Hayat, bazı temeller üzerine kuruludur.
Aşk, aile, para, arkadaşlık veya buna benzer her şey. Bazen bir köpek için bile çoğu şeyinizden vazgeçebilirsiniz ya da sadece telefon sahibi olmak için günlerce aralıksız çalışabilirsiniz. Sevgi görmek için tüm çabalarınızı ortaya koyarsınız veyahut tek bir sınav için tüm gençliğinizi yakarsınız.
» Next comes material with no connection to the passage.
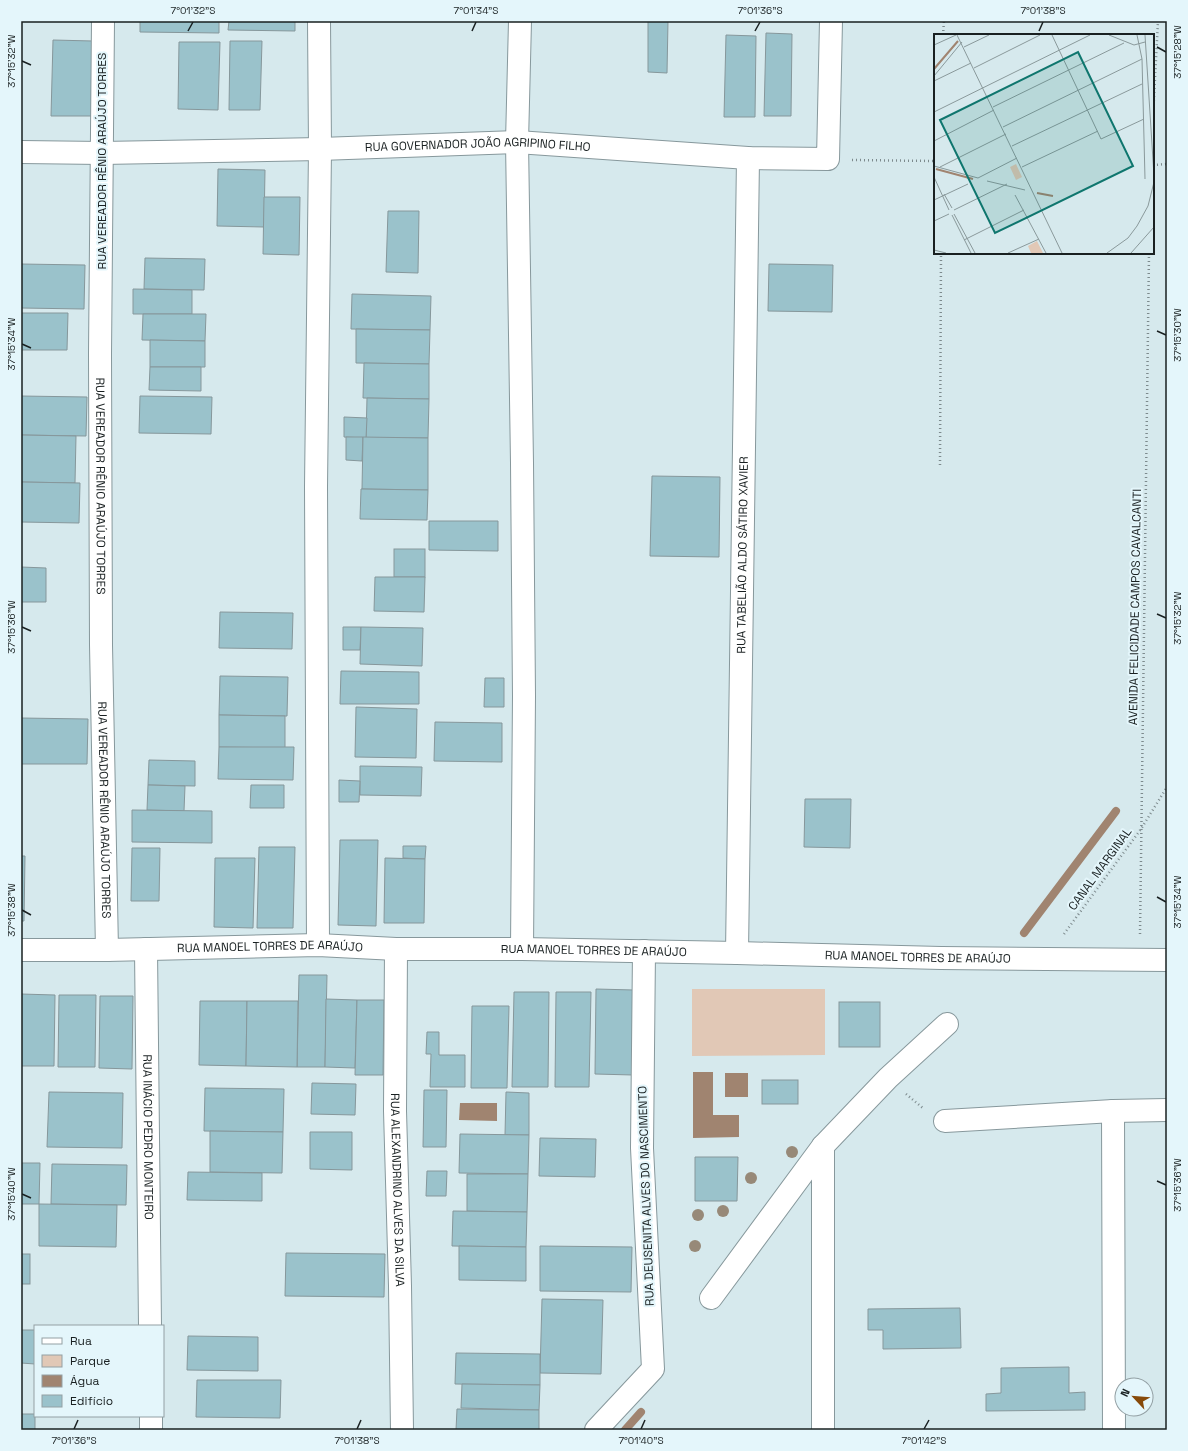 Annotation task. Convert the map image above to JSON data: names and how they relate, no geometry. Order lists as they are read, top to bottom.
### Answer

Bunların hepsi hayatın getirileriydi. Birini ya sever ya da ondan nefret ederdiniz. İkisini aynı anda yürütmek imkansız gibi davranırlar size. Birini ya özler ya da görmek istemezsiniz. Sımsıkı sarılmak ya da dokunmamak. İşte, ya hep ya hiç olayının buradan doğduğuna inanıyordum. İnsanlar kendilerini bu kalıplara sıkıştırarak yaşıyordu.
Biz ise.. biraz farklıydık. Seneleri ardımızda bıraktıkça birbirimizi tanıyor, tanıdıkça da her şeyi birlikte yürütmeye çalışıyorduk. Min Yoongi'ye deli gibi aşık olduğumu düşündüğüm günün akşamında ondan nefret ettiğimi savunmam gibi. Hatta bir saat öncesine kadar kollarının arasında küçülmüş, bana şefkat göstermesine bile müsaade etmiştim. Ama şimdi hemen karşısında, ellerim belimde olacak şekilde kaşlarımı çatmış ona karşı koyuyordum.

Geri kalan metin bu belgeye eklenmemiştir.